EXERCISE -> Go through the listing below and output exactly the line with "inset:0; background:#d49d7c; transform-origin:0", the line with "filter:drop-shadow(0 0 1px", and each line between; omit the rest.

───── MATERIAL SHOWN

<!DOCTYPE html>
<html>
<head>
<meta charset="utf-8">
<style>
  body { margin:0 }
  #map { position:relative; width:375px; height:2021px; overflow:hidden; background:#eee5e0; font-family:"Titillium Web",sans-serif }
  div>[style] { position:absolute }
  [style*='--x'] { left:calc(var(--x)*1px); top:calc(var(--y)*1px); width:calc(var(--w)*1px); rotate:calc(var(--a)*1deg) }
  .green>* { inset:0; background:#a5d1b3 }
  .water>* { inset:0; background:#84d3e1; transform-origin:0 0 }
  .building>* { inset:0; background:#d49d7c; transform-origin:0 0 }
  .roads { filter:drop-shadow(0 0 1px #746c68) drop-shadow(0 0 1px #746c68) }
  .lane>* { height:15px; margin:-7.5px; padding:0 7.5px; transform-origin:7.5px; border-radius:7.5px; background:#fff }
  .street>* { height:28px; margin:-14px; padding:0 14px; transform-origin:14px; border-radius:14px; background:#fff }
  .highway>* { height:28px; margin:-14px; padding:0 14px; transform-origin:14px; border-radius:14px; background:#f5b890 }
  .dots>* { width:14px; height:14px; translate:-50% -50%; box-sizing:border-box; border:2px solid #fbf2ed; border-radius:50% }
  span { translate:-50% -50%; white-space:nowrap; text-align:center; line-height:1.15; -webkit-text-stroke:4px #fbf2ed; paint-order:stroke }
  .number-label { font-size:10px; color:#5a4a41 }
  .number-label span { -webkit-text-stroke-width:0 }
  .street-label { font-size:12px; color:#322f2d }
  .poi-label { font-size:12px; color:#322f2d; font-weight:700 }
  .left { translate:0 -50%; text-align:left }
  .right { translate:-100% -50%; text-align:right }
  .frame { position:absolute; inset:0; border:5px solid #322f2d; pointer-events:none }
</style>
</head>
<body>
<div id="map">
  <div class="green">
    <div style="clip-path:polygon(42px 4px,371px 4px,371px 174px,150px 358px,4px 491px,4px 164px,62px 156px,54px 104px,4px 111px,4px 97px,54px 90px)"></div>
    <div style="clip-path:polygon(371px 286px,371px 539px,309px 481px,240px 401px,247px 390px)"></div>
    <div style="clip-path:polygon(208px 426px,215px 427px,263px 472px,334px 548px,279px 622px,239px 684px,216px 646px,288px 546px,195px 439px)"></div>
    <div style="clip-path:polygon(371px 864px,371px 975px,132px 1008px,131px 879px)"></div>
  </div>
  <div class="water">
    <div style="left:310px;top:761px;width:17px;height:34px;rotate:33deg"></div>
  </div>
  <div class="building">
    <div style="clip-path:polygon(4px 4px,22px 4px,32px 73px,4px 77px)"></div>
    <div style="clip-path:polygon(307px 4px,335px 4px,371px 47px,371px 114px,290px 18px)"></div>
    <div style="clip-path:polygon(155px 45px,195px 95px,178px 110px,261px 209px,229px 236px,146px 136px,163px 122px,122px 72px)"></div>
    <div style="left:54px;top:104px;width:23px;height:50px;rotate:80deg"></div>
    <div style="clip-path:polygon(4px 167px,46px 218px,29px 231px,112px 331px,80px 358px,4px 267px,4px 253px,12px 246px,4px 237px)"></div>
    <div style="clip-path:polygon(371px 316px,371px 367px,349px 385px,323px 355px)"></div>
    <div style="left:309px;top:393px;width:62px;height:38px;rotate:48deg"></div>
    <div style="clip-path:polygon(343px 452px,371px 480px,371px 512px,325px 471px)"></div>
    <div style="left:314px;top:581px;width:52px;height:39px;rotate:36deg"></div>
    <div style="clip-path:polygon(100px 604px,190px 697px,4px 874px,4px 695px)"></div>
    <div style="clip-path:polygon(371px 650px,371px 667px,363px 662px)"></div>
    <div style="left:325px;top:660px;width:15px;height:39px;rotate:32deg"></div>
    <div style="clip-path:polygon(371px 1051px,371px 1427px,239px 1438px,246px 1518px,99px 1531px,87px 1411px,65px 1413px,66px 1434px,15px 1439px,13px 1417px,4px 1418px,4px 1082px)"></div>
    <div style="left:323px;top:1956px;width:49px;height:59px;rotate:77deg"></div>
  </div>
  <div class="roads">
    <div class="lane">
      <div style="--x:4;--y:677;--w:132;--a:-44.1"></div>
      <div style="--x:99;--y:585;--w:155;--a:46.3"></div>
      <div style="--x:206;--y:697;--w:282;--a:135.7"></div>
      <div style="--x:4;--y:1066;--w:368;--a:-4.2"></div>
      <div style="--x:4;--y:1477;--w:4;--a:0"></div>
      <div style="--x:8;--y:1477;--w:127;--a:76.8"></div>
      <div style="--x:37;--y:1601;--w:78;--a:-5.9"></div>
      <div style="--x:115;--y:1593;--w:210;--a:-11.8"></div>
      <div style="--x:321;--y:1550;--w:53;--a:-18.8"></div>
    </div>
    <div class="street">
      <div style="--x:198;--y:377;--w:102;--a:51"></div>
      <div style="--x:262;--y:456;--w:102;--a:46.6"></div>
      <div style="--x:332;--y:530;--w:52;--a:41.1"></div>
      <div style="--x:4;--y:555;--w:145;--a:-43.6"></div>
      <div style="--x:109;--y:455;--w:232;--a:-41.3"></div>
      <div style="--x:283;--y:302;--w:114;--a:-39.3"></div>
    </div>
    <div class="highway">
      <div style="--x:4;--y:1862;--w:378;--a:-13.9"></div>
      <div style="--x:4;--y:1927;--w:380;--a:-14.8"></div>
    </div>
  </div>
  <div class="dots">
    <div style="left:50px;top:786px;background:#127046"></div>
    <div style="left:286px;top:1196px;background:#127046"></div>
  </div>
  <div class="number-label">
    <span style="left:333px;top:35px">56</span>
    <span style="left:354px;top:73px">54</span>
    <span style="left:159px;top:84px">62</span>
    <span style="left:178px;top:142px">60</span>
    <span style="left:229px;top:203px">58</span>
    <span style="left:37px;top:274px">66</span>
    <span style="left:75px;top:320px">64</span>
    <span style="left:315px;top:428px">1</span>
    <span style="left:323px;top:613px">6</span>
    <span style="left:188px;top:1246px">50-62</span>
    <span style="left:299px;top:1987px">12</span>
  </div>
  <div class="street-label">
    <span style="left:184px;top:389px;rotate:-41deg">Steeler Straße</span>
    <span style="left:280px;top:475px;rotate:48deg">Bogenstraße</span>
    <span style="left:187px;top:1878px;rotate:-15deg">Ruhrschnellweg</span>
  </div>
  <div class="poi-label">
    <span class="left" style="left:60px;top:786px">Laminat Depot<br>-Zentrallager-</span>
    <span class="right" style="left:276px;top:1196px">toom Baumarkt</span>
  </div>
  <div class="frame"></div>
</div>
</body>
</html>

──────────
───── MATERIAL SHOWN

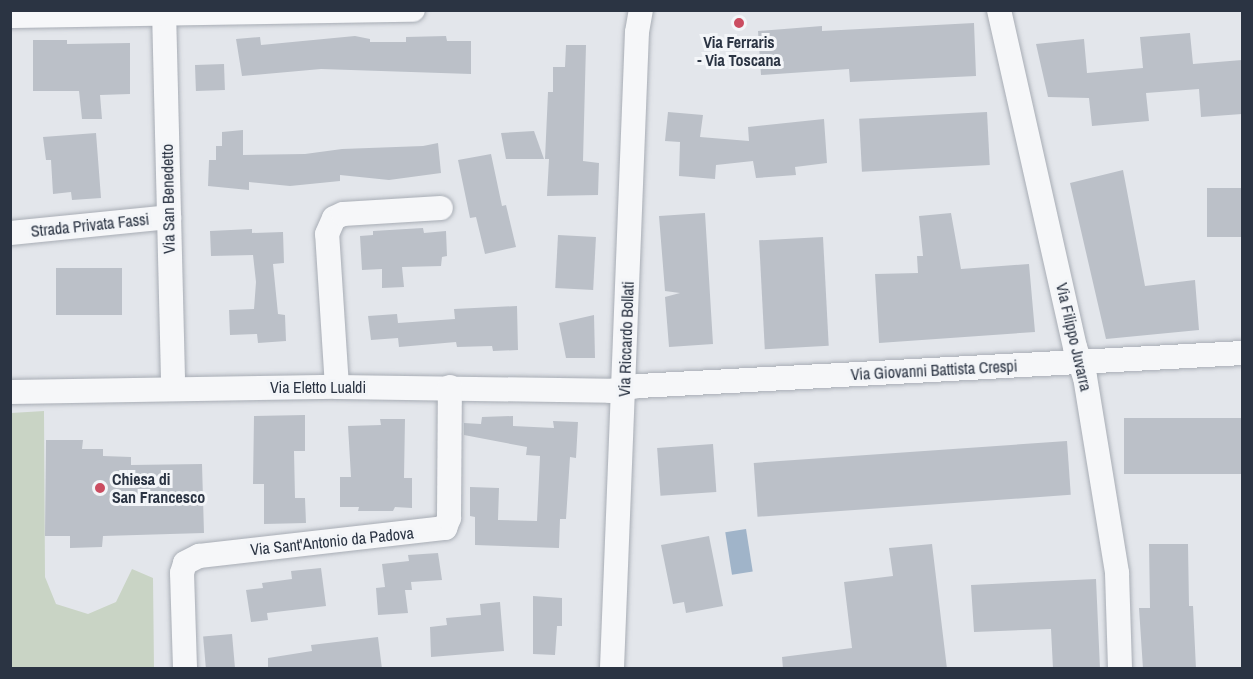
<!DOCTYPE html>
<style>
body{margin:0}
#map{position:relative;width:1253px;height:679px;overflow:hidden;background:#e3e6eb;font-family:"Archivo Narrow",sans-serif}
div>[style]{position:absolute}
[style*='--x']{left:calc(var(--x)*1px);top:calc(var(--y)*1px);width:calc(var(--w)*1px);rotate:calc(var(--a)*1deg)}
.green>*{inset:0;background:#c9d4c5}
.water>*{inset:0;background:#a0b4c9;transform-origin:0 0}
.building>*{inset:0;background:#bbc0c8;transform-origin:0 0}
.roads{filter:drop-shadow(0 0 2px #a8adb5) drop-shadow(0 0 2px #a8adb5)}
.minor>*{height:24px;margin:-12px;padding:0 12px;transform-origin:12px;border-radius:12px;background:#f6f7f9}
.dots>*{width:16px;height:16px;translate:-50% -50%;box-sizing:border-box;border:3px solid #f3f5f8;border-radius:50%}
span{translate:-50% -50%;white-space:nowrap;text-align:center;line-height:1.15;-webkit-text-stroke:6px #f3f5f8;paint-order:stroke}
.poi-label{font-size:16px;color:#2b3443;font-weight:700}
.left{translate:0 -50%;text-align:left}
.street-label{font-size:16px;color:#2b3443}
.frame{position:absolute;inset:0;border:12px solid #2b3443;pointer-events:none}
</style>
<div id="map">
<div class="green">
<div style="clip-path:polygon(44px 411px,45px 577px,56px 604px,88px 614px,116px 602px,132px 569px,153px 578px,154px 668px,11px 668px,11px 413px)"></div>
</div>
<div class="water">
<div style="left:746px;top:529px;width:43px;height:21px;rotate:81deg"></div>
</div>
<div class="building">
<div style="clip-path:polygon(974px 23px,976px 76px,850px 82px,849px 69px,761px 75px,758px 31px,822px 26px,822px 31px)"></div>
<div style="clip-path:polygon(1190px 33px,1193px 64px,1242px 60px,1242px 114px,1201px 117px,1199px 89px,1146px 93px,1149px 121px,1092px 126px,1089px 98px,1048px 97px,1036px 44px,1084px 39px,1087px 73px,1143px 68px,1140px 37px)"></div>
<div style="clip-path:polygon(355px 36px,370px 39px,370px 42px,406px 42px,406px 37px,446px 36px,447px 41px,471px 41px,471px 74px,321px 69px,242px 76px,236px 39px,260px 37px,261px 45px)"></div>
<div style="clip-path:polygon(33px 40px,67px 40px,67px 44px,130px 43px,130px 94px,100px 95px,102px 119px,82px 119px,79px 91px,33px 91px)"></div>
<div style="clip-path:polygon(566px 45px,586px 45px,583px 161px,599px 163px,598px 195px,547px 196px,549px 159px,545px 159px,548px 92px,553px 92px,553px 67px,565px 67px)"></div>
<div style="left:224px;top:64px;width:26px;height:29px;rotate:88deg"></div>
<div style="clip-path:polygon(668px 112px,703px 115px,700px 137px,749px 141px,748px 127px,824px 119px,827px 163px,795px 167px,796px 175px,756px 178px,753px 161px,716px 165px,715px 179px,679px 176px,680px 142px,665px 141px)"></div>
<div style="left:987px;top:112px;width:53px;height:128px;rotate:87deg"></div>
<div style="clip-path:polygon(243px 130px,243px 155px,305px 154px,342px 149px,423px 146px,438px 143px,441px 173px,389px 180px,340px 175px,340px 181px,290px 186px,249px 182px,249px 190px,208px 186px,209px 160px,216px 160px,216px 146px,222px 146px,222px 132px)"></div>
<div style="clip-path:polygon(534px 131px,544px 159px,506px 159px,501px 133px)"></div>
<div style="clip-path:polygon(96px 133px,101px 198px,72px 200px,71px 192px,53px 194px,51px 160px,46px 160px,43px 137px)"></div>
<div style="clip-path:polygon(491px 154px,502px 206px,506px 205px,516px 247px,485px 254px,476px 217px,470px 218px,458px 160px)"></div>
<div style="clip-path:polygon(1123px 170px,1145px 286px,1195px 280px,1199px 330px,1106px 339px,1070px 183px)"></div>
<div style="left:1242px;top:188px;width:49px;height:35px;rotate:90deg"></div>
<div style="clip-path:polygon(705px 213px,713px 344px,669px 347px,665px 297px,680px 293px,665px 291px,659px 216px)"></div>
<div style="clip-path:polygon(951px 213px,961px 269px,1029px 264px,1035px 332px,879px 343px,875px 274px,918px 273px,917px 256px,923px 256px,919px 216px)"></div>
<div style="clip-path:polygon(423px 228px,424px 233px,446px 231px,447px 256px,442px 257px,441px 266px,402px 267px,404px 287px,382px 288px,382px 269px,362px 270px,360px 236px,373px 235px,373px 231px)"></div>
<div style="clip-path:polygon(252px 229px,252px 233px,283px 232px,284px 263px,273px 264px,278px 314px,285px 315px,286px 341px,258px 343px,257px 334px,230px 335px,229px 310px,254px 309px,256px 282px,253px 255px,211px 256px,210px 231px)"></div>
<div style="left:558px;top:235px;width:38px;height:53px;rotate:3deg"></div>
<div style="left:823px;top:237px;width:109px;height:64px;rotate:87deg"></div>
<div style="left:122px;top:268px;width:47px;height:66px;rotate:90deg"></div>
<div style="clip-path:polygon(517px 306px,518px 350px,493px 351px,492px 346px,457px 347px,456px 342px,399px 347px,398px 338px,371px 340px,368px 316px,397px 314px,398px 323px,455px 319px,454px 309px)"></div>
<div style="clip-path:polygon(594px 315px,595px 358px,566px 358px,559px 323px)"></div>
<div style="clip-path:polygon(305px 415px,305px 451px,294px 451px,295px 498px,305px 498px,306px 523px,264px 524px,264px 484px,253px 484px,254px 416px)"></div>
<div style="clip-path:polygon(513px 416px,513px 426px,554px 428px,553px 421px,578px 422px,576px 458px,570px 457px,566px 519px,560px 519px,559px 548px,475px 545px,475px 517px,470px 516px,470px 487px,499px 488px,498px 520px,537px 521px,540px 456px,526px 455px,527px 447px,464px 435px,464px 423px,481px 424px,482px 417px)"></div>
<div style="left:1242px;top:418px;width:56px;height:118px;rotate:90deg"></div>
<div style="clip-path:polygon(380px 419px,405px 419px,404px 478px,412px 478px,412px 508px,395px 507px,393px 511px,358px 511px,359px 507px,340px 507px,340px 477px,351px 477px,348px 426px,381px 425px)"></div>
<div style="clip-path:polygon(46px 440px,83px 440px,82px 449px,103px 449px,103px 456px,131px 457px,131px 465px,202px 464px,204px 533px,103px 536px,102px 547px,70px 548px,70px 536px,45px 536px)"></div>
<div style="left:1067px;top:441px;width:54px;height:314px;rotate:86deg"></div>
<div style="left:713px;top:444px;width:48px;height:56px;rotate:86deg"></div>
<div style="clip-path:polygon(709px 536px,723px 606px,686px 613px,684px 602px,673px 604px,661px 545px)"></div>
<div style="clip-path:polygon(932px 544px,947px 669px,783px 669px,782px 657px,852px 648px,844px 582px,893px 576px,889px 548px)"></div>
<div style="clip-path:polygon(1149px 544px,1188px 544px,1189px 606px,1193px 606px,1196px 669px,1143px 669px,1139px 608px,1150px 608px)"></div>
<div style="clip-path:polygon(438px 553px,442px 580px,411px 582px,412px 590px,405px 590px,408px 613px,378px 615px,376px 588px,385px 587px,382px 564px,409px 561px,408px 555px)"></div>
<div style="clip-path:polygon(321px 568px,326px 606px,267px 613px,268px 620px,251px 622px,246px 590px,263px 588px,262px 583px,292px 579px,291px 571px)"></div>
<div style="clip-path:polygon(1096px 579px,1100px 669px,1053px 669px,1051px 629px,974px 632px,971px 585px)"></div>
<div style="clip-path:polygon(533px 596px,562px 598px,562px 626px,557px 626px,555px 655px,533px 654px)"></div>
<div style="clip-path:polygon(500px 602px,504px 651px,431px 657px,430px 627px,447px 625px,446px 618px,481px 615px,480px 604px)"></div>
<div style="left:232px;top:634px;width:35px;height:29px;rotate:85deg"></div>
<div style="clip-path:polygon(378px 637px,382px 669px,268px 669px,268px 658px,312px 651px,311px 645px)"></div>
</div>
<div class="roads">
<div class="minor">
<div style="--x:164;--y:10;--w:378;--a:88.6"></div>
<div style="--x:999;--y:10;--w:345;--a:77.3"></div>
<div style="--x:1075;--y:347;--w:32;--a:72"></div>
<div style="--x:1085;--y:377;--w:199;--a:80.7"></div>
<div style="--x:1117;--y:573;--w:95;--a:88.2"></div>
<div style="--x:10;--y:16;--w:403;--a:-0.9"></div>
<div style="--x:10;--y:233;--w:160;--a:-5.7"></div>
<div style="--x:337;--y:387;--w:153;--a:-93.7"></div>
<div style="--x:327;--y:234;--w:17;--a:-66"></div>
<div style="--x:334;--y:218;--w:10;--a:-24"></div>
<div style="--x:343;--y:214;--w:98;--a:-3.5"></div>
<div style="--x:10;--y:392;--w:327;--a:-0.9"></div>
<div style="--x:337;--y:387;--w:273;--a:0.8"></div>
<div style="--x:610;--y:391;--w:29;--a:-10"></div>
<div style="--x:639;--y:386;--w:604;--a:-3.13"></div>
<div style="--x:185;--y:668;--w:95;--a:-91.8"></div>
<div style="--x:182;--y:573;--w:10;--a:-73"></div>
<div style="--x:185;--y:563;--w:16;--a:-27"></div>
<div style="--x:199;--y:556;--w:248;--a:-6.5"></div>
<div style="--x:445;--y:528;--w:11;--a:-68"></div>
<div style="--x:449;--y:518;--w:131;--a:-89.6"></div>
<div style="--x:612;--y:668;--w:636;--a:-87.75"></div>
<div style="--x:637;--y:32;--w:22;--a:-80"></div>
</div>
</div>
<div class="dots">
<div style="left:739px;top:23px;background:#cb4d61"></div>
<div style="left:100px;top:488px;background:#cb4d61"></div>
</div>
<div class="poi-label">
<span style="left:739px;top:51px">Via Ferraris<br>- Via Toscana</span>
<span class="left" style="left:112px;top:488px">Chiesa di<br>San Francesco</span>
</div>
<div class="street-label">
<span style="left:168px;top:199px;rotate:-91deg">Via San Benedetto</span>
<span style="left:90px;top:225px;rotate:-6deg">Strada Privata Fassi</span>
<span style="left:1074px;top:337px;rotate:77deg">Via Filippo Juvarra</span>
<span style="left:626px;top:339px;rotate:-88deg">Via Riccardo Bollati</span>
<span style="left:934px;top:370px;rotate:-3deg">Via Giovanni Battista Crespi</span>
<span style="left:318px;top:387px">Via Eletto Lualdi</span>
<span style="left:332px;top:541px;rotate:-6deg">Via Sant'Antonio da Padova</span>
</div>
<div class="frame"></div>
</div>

──────────

ANSWER TO THIS TASK ->
  .building>* { inset:0; background:#d49d7c; transform-origin:0 0 }
  .roads { filter:drop-shadow(0 0 1px #746c68) drop-shadow(0 0 1px #746c68) }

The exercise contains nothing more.